Gretchen DeSutter, a spokeswoman for Westlaw, said Stengel's request to remove the opinions would "absolutely" be honored, and that any instance in which a judge vacates a published opinion automatically leads to its withdrawal from Westlaw's database.
Calls to Lexis were not returned by press time.
Exactly how the lawyers went about persuading Stengel to take such an unusual step is impossible to say because all of the court papers are under seal and none of the lawyers will talk about it.
Plaintiffs attorney Joseph F. Roda of Roda & Nast in Lancaster, Pa., said, "All I can tell you, I think, is that the case has settled."
Robert C. Clothier of Fox Rothschild, who has handled access cases for The Legal Intelligencer, said he was troubled by the court's decision to allow the defense lawyers to file all of their motions under seal, including the motion that asked for permission to seal the other papers.
To justify sealing any document, Clothier said, the courts have consistently held that it is necessary to "articulate on the record" the extraordinary circumstances that justify secrecy. As a result, he said, the motion to seal itself cannot be under seal.
The audiotape of the 3rd Circuit oral argument reveals that the three-judge panel had tough questions for both sides and that no clear winner emerged.
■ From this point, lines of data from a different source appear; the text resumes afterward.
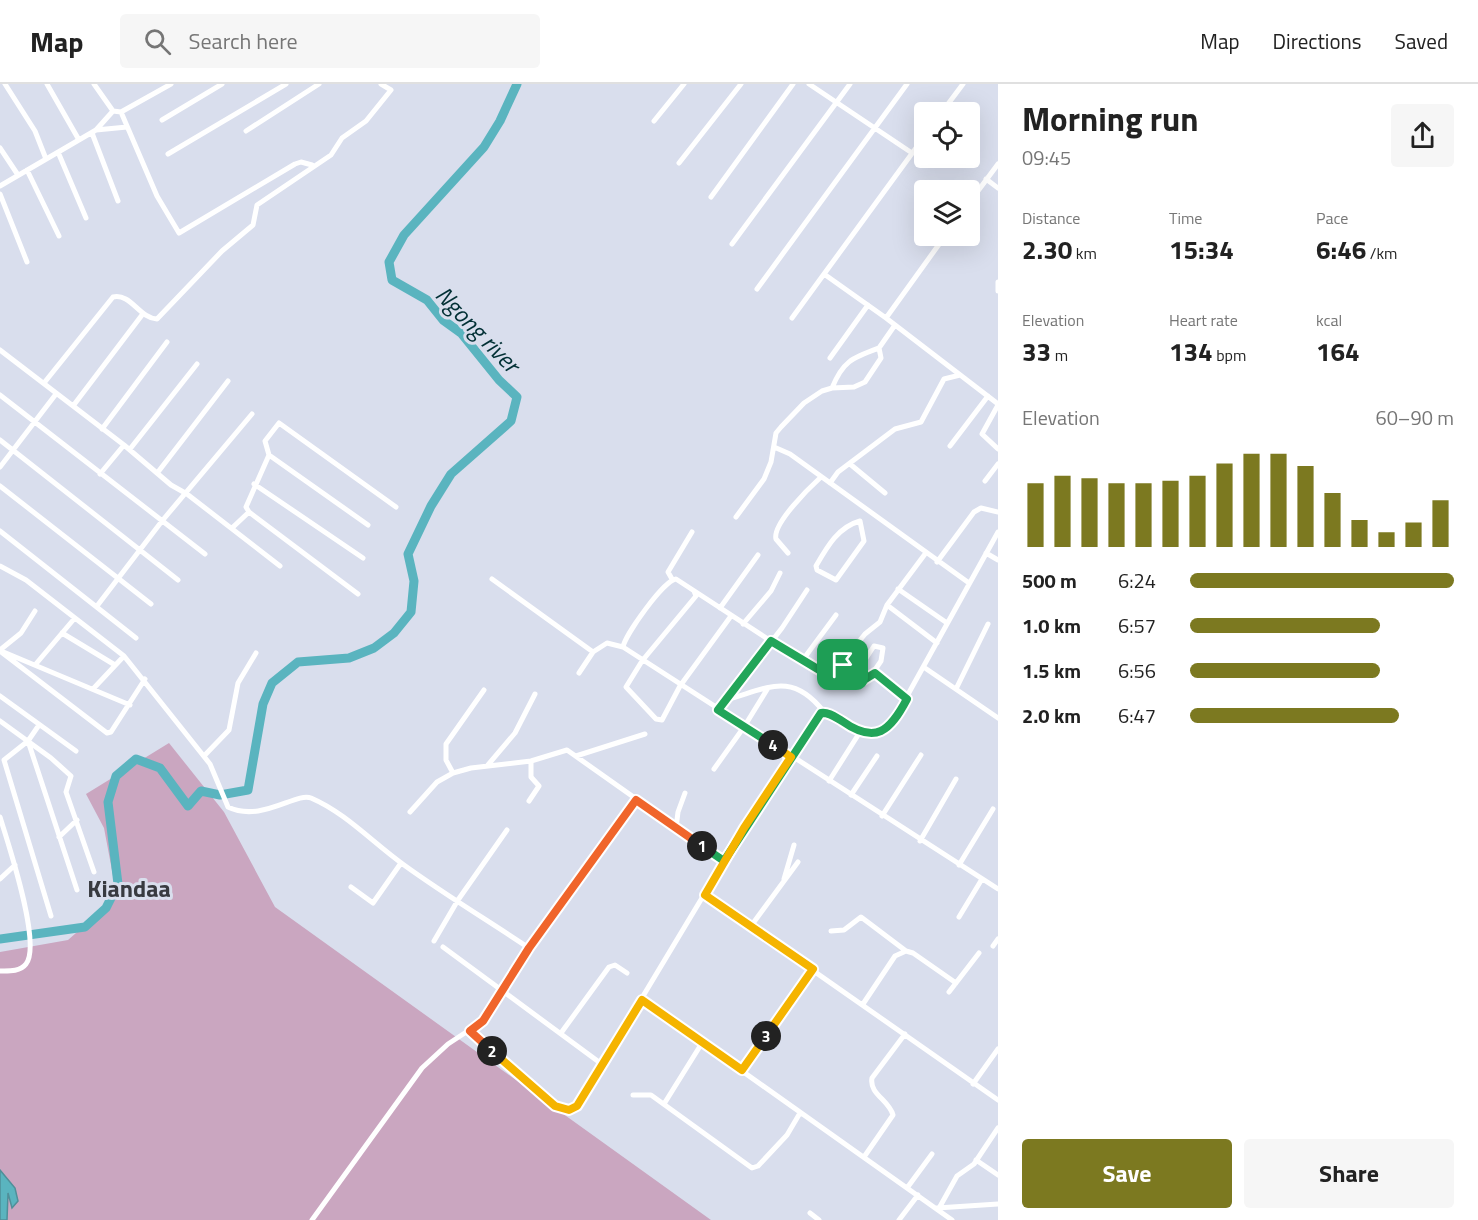 <!DOCTYPE html>
<meta charset="utf-8">
<style>
:root{--surface:#fff;--page:#f6f6f6;--text:#222;--muted:#767676;--line:#e0e0e0;--accent:#7c7920}
body{margin:0;font-family:"Titillium Web",sans-serif;background:var(--page);color:var(--text);height:100vh;display:flex;flex-direction:column;font-size:22px;white-space:nowrap}
*{box-sizing:border-box;margin:0}
p{font-size:20px;color:var(--muted)}
.icon{flex:none;width:33px;height:33px;fill:none;stroke:currentColor;stroke-width:2;stroke-linecap:round;stroke-linejoin:round}
.map{position:relative;flex:1;overflow:hidden}
.drawer{display:flex;flex-direction:column;background:var(--surface);width:480px}
.drawer>*{flex:none}
.buttons{position:absolute;left:914px;top:18px;display:grid;gap:12px}
.buttons a{display:grid;place-items:center;width:66px;height:66px;border-radius:6px;background:var(--surface);box-shadow:0 6px 24px #0002;font-size:30px}
.pin{position:absolute;display:grid;place-items:center;width:51px;height:51px;color:#fff;margin:-26px;border-radius:12px;box-shadow:0 3px 9px #0006}
.km{position:absolute;width:30px;height:30px;margin:-15px;border-radius:50%;background:#222;color:#fff;font-size:16px;line-height:30px;text-align:center}
.round{display:grid;place-items:center;flex:none;width:63px;height:63px;border-radius:6px;background:var(--page)}
.overview{display:flex;align-items:center;justify-content:space-between;height:102px;padding:0 24px}
h1{font-size:33px;font-weight:700;line-height:45px}
.figures{display:grid;grid-template-columns:repeat(3,1fr);gap:9px;height:102px;padding:6px 24px}
.figures div{display:grid;align-content:center}
.figures b{font-size:26px;font-weight:700}
.figures small{font-size:16px;font-weight:400}
.figures p{font-size:16px}
.chart{height:168px;padding:12px 24px}
.chart p{display:flex;justify-content:space-between}
.chart svg{width:100%;height:108px;margin-top:6px;stroke:var(--accent);stroke-width:6}
.action{display:flex;gap:12px;margin-top:auto;padding:12px 24px}
.action a{flex:1;height:69px;border-radius:6px;background:var(--accent);color:#fff;font-size:24px;font-weight:700;line-height:69px;text-align:center}
.action a+a{background:var(--page);color:var(--text)}
ul{padding:0 24px;list-style:none;font-size:20px}
li{display:grid;grid-template-columns:96px 72px 1fr;align-items:center;height:45px}
li i{height:15px;border-radius:8px;background:var(--accent)}
header{display:flex;align-items:center;gap:36px;box-sizing:border-box;height:84px;padding:0 30px;background:var(--surface);border-bottom:2px solid var(--line)}
header strong{font-size:28px}
nav{display:flex;gap:33px;margin-inline-start:auto;font-size:21px}
.search{width:420px;height:54px;background:var(--page);display:flex;align-items:center;gap:15px;box-sizing:border-box;padding:0 21px;border-radius:6px;color:var(--muted);font-size:22px}
main{display:flex;flex:1;min-height:0}
.map>svg:first-child{display:block}
</style>
<header>
<strong>Map</strong>
<div class="search"><svg class="icon" aria-label="search" viewBox="0 0 24 24"><circle cx="10" cy="10" r="6"/><path d="M15 15l6 6"/></svg>Search here</div>
<nav><a>Map</a><a>Directions</a><a>Saved</a></nav>
</header>
<main>
<div class="map">
<svg width="998" height="1136" viewBox="0 0 998 1136">
<rect width="100%" height="100%" fill="#d9deed"/>
<path fill="#caa6c0" d="M169 659 224 728 275 823 711 1136H0V868L68 856 117 813 104 744 86 710Z"/>
<path fill="#5ab4bf" stroke="#508f99" stroke-width="1.5" d="M0 1086 15 1104 18 1117 12 1124 8 1109 7 1136H0Z"/>
<g fill="none" stroke-linecap="round" stroke-linejoin="round">
<path stroke="#5ab4bf" stroke-width="9" d="M0 855 85 843 106 824 118 800 108 718 116 692 136 675 160 684 188 722 201 707 220 711 248 706 263 620 272 599 298 578 349 574 374 564 394 549 411 528 414 497 408 470 431 422 451 390 511 337 517 313 499 296 461 249 443 236 427 216 392 196 389 178 404 151 484 63 500 37 517 0"/>
<path stroke="#fff" stroke-width="5" d="M5 0 35 47 46 75
M47 0 79 56
M94 0 113 27
M809 0 912 69
M121 28 157 112 179 149 295 80 301 78 312 81
M942 28 963 0
M162 36 222 0
M654 37 684 0
M96 46 127 43
M246 47 319 0
M92 49 118 117
M0 64 18 91
M58 68 86 134
M168 70 286 0
M679 79 741 0
M27 86 59 152
M986 95 998 104
M0 102 96 46 113 27 121 28 171 0
M0 110 27 178
M711 113 793 0
M969 119 998 80
M945 152 886 234 998 320
M732 160 850 0
M998 198V207
M757 205 907 0
M792 234 824 190
M886 234 824 190 924 53
M0 266 124 361 171 401 187 410 280 482
M830 274 868 221
M44 299 113 213C131 209 139 234 157 235L222 167 253 141 257 121 331 71 342 54 366 37 391 6 381 0
M832 304C843 277 852 274 879 264
M0 311 205 470
M998 321 982 350 998 365
M73 322 142 231
M102 345 167 258
M0 356 178 496
M950 362 988 312
M774 363 790 370 969 499
M130 365 197 280
M269 371 368 441
M850 380 885 409
M0 383 56 310
M158 388 228 297
M100 390 124 361
M985 397 998 380
M830 399 838 388 895 345 921 338 944 295 960 291
M254 400 363 474
M0 402 151 520
M249 428 358 510
M736 433 764 395 771 378 776 349 781 343 804 319 822 307 832 304 854 303 865 298 881 274 879 264 895 241
M860 437 864 457 836 496 817 486 816 482C827 463 838 443 860 437Z
M232 444 249 428 246 423 269 371 265 357 279 339 396 423
M0 447 136 554
M788 469 776 455C772 440 810 403 821 393
M986 469 998 476
M925 470 887 521 880 538 865 550 832 591 812 584 676 495C664 496 625 551 623 563L998 805
M937 478 974 428 981 424 998 428
M0 482 26 496 124 572 210 680 228 723C261 739 296 708 311 714 346 729 373 759 404 781 444 810 487 836 529 864
M492 495 593 568 607 559 623 563
M672 495 668 488 692 448
M898 505 947 539
M694 507 696 512 642 577 626 603 656 635 662 636 680 602 731 532
M887 521 937 559
M97 522 162 437 252 330
M720 524 758 471
M743 540 771 507 780 489
M62 549 115 581
M0 566 21 549 35 527
M0 567 107 649 111 648 145 595
M1 567 130 621
M802 577 836 531
M35 581 74 535
M843 581 852 590C858 595 861 597 868 596L881 577 883 564 874 562 859 585 852 590
M925 584 998 634
M579 589 593 568
M875 589 907 615
M93 605 124 572
M956 605 988 540
M0 612 76 667
M725 616C767 605 791 586 824 628
M718 626 782 544 807 506
M0 637 51 674 71 692 66 708 94 788
M39 641 28 657 4 676 51 832
M28 657 77 806
M204 672 229 646 238 599 256 569
M576 672 645 650
M487 682 515 649 535 610
M714 685 744 643 768 604
M453 689 446 676V660L484 606
M829 697 860 648
M851 711 877 672
M529 717 539 702 531 693V677
M410 728 437 698 453 689 471 684 531 677 567 666 724 777
M882 732 921 671
M0 733C8 759 42 860 26 880 20 888 8 887 0 887
M676 744 678 728 685 709
M59 753 77 736
M920 757 956 695
M959 781 993 725
M0 795 15 781
M784 795 794 761
M351 803 373 819 401 779
M705 811 998 1016
M959 833 982 795
M751 842 798 778
M831 847 844 846 861 833 906 867
M434 857 458 816 507 746
M993 862 998 855
M443 863 603 981
M949 908 979 869
M642 916 952 1136
M863 920 895 872 906 867 913 869 956 899
M470 947 555 1022 569 1026 577 1022 744 744 816 633 824 628C850 638 860 661 891 641L998 448
M561 949 609 883 615 881 627 889
M742 986 813 885
M973 1000 998 965
M633 1011H651L752 1084 758 1082 787 1051 800 1029
M664 1020 702 959
M864 1073 893 1031C889 1016 869 1010 872 994L905 950
M976 1076 998 1091
M907 1104 932 1070
M937 1124 998 1120
M938 1126 957 1092 974 1080 998 1044
M810 1129 819 1136
M312 1136 422 984 448 960 483 937 529 864 636 716
M899 1136 918 1111"/>
</g>
<g fill="none" stroke-linecap="round" stroke-linejoin="round">
<defs>
<path id="split-1" d="M702 762 724 777 821 629C829 628 835 633 842 637 876 661 890 647 907 615L875 589 862 597 843 581"/>
<path id="split-2" d="M492 967 470 947 483 937 529 864 636 716 702 762"/>
<path id="split-3" d="M492 967 555 1022 569 1026 577 1022 642 916 742 986 766 952"/>
<path id="split-4" d="M766 952 813 885 705 811 744 744 791 673 773 661"/>
<path id="split-5" d="M773 661 718 626 771 557 826 590 832 591 843 581"/>
</defs>
<use href="#split-1" stroke="#fff" stroke-width="12"/>
<use href="#split-2" stroke="#fff" stroke-width="12"/>
<use href="#split-3" stroke="#fff" stroke-width="12"/>
<use href="#split-4" stroke="#fff" stroke-width="12"/>
<use href="#split-5" stroke="#fff" stroke-width="12"/>
<use href="#split-1" stroke="#22a559" stroke-width="8"/>
<use href="#split-2" stroke="#f0652b" stroke-width="8"/>
<use href="#split-3" stroke="#f5b400" stroke-width="8"/>
<use href="#split-4" stroke="#f5b400" stroke-width="8"/>
<use href="#split-5" stroke="#22a559" stroke-width="8"/>
</g>
<g text-anchor="middle" dominant-baseline="central" stroke-width="6" stroke-linejoin="round" paint-order="stroke">
<g font-size="24" font-style="italic" fill="#023035" stroke="#d9deed">
<text transform="translate(478 245) rotate(46)">Ngong river</text>
</g>
<g font-size="24" font-weight="bold" fill="#383a40" stroke="#d9deed">
<text x="129" y="804">Kiandaa</text>
</g>
</g>
</svg>
<div class="buttons">
<a><svg class="icon" aria-label="locate" viewBox="0 0 24 24"><circle cx="12" cy="12" r="6"/><path d="M12 2v4M12 18v4M2 12h4M18 12h4"/></svg></a>
<a><svg class="icon" aria-label="layers" viewBox="0 0 24 24"><path d="M12 4l9 5-9 5-9-5zM3 14l9 5 9-5"/></svg></a>
</div>
<div class="pin" style="left:843px;top:581px;background:#1e9e55"><svg class="icon" aria-label="arrive" viewBox="0 0 24 24"><path d="M6 21V4h12l-3 4 3 4H6"/></svg></div>
<b class="km" style="left:702px;top:762px">1</b>
<b class="km" style="left:492px;top:967px">2</b>
<b class="km" style="left:766px;top:952px">3</b>
<b class="km" style="left:773px;top:661px">4</b>
</div>
<section class="drawer">
<div class="overview"><div><h1>Morning run</h1><p>09:45</p></div><a class="round"><svg class="icon" aria-label="share" viewBox="0 0 24 24"><path d="M12 15V3M7 8l5-5 5 5M5 13v7h14v-7"/></svg></a></div>
<div class="figures">
<div><p>Distance</p><b>2.30<small> km</small></b></div>
<div><p>Time</p><b>15:34</b></div>
<div><p>Pace</p><b>6:46<small> /km</small></b></div>
</div>
<div class="figures">
<div><p>Elevation</p><b>33<small> m</small></b></div>
<div><p>Heart rate</p><b>134<small> bpm</small></b></div>
<div><p>kcal</p><b>164</b></div>
</div>
<div class="chart"><p><span>Elevation</span>60–90 m</p>
<svg viewBox="0 0 160 44" preserveAspectRatio="none"><path d="M5 44V18M15 44V15M25 44V16M35 44V18M45 44V18M55 44V17M65 44V15M75 44V10M85 44V6M95 44V6M105 44V11M115 44V22M125 44V33M135 44V38M145 44V34M155 44V25"/></svg>
</div>
<ul>
<li><b>500 m</b>6:24<i style="width:100%"></i></li>
<li><b>1.0 km</b>6:57<i style="width:72%"></i></li>
<li><b>1.5 km</b>6:56<i style="width:72%"></i></li>
<li><b>2.0 km</b>6:47<i style="width:79%"></i></li>
</ul>
<div class="action"><a>Save</a><a>Share</a></div>
</section>
</main>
In five years of litigation, Klein v. Amtrak spawned a series of legally significant decisions -- all now withdrawn -- on issues such as how to apply the "attractive nuisance" doctrine in a case where the injured plaintiff was nearly 18 years old, and the standard of proof required to show that a landowner was aware of a risk because of similar prior accidents.
In April 2008, Stengel issued a 60-page opinion that upheld the jury's verdict, rejecting a slew of arguments that challenged his pretrial rulings, his jury instructions and the size of both the compensatory and punitive damage awards.
Stengel found that the jury's conclusions were supported by clear evidence that "Amtrak had every reason to know trespassers were regularly on its tracks and that teenage boys were inclined to climb to the top of parked boxcars."